TASK STATEMENT: All of the data is to be printed exactly, though the images must be left off.

START TASK MATERIAL

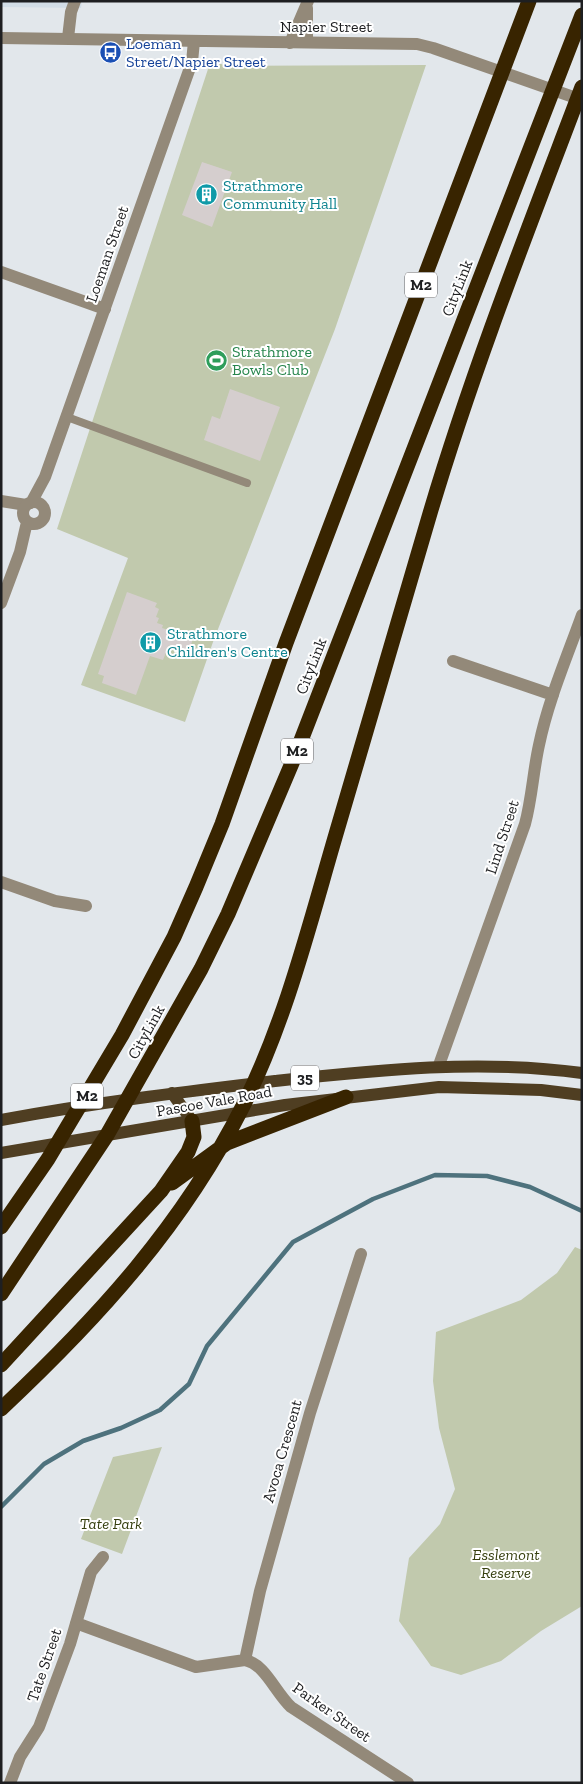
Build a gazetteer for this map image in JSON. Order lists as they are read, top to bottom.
{
  "streets": {
    "highway": ["M2", "CityLink"],
    "main road": ["35", "Pascoe Vale Road"],
    "street": [
      "Napier Street",
      "Loeman Street",
      "Lind Street",
      "Avoca Crescent",
      "Tate Street",
      "Parker Street"
    ]
  },
  "crossings": [
    ["Napier Street", "Loeman Street"],
    ["Lind Street", "Pascoe Vale Road"],
    ["Avoca Crescent", "Parker Street"]
  ],
  "parks": ["Tate Park", "Esslemont Reserve"],
  "places": {
    "bus stop": ["Loeman Street/Napier Street"],
    "building": ["Strathmore Community Hall", "Strathmore Children's Centre"],
    "sports": ["Strathmore Bowls Club"]
  }
}
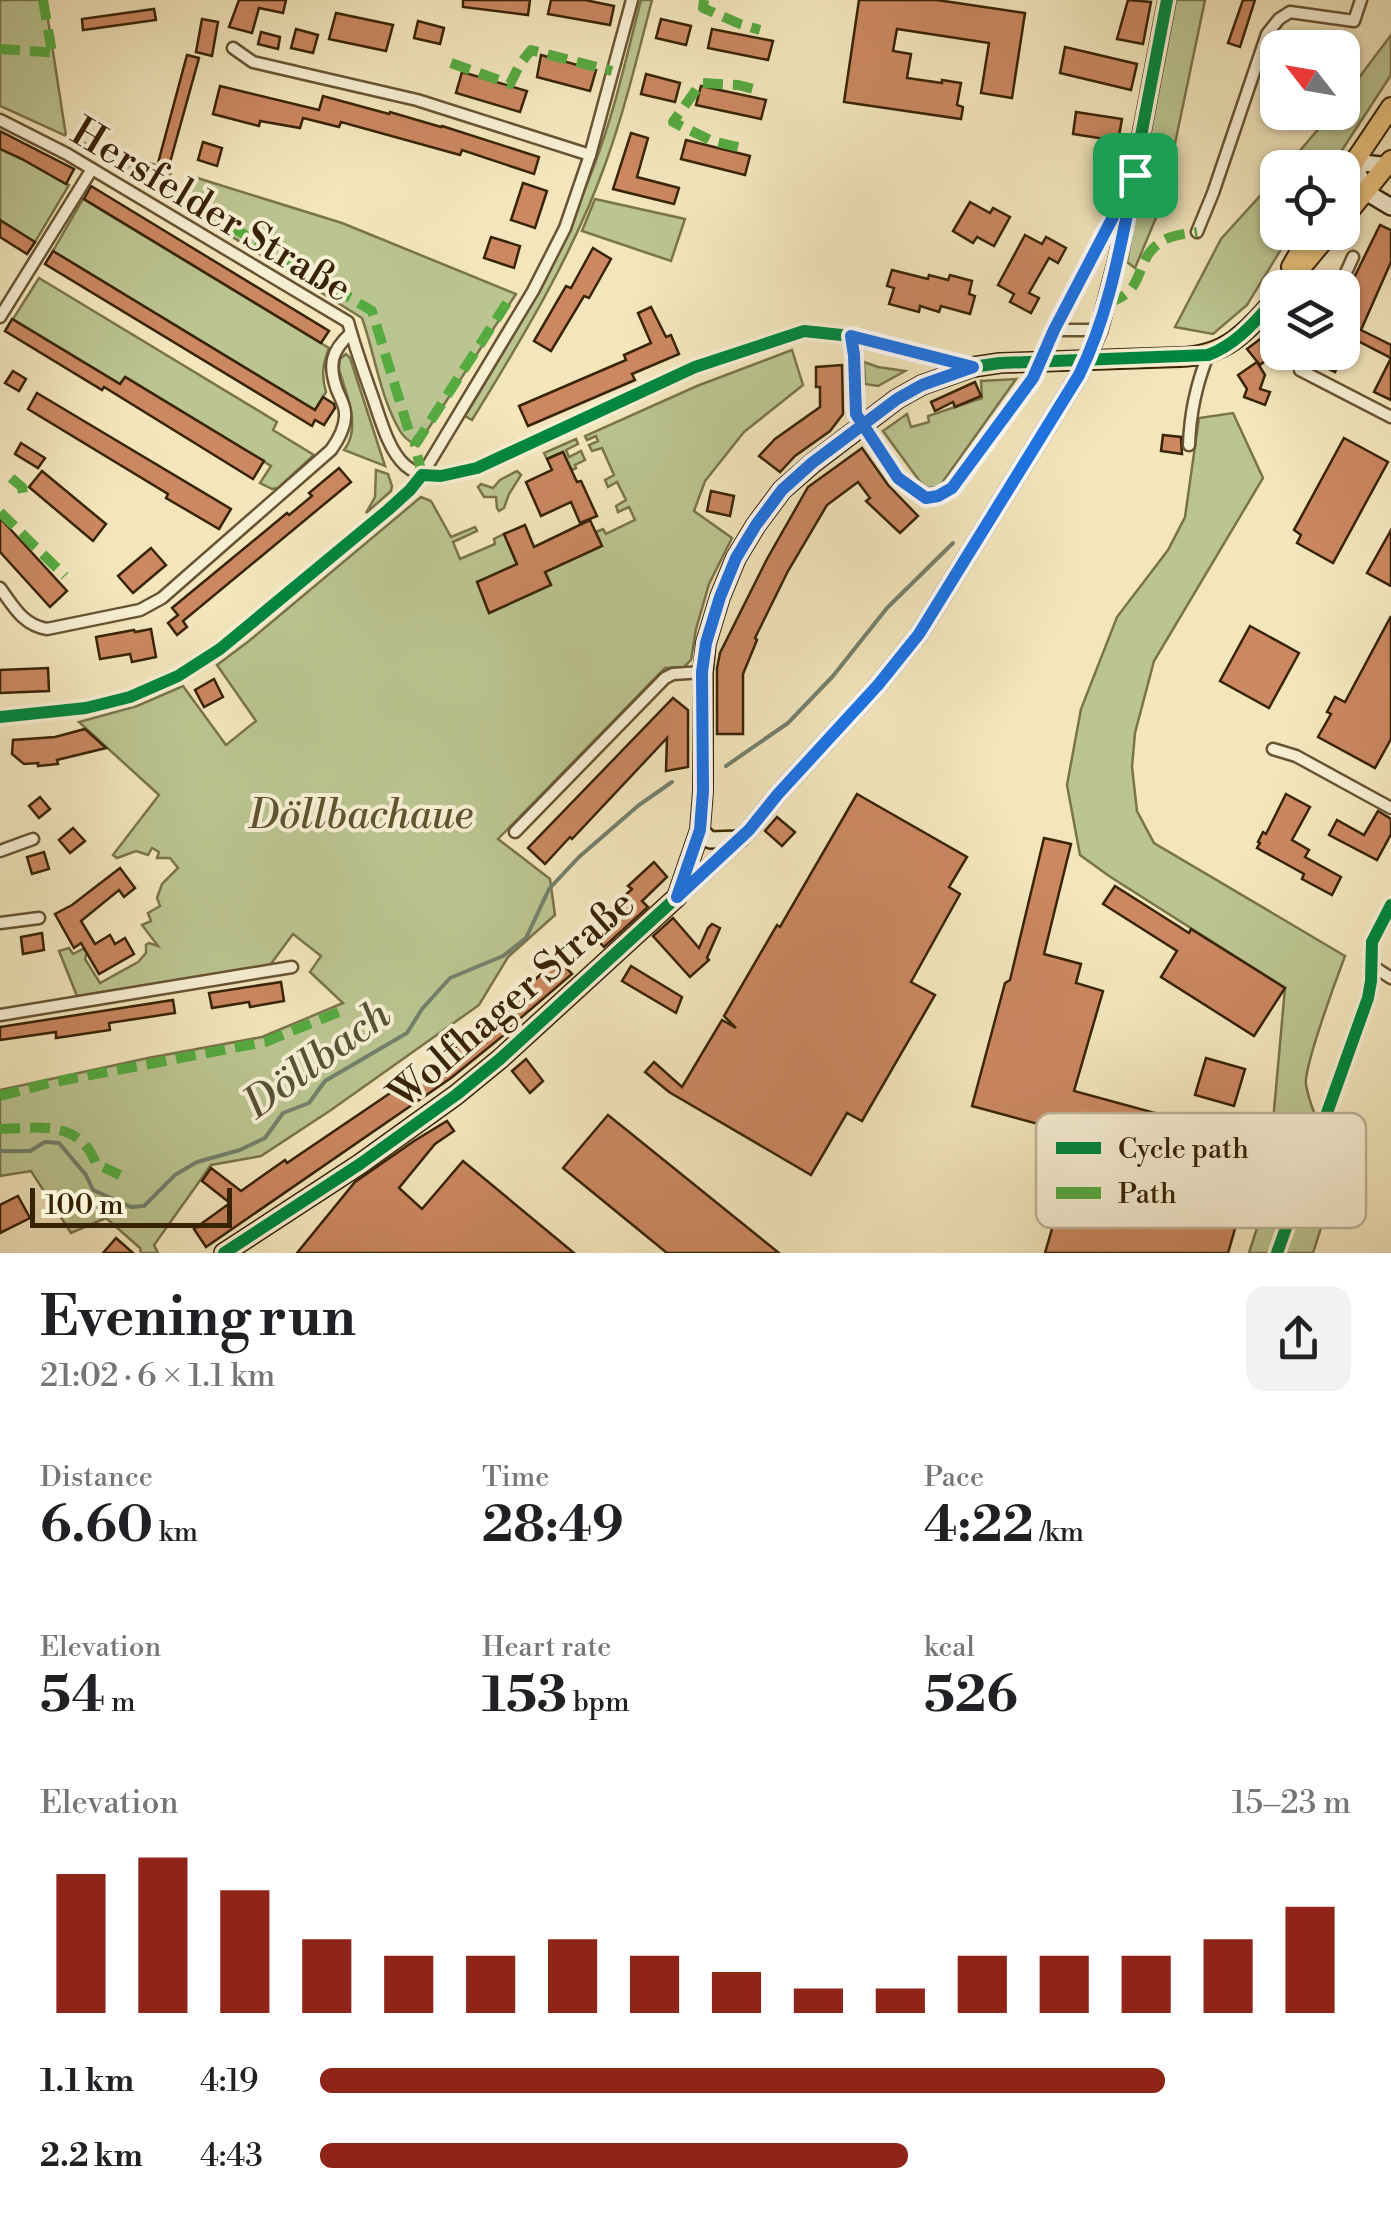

END TASK MATERIAL

RESULT OF THE TASK:
Build a gazetteer for this map image in JSON. Order lists as they are read, top to bottom.
{
  "streets": {
    "highway": ["M2", "CityLink"],
    "main road": ["35", "Pascoe Vale Road"],
    "street": [
      "Napier Street",
      "Loeman Street",
      "Lind Street",
      "Avoca Crescent",
      "Tate Street",
      "Parker Street"
    ]
  },
  "crossings": [
    ["Napier Street", "Loeman Street"],
    ["Lind Street", "Pascoe Vale Road"],
    ["Avoca Crescent", "Parker Street"]
  ],
  "parks": ["Tate Park", "Esslemont Reserve"],
  "places": {
    "bus stop": ["Loeman Street/Napier Street"],
    "building": ["Strathmore Community Hall", "Strathmore Children's Centre"],
    "sports": ["Strathmore Bowls Club"]
  }
}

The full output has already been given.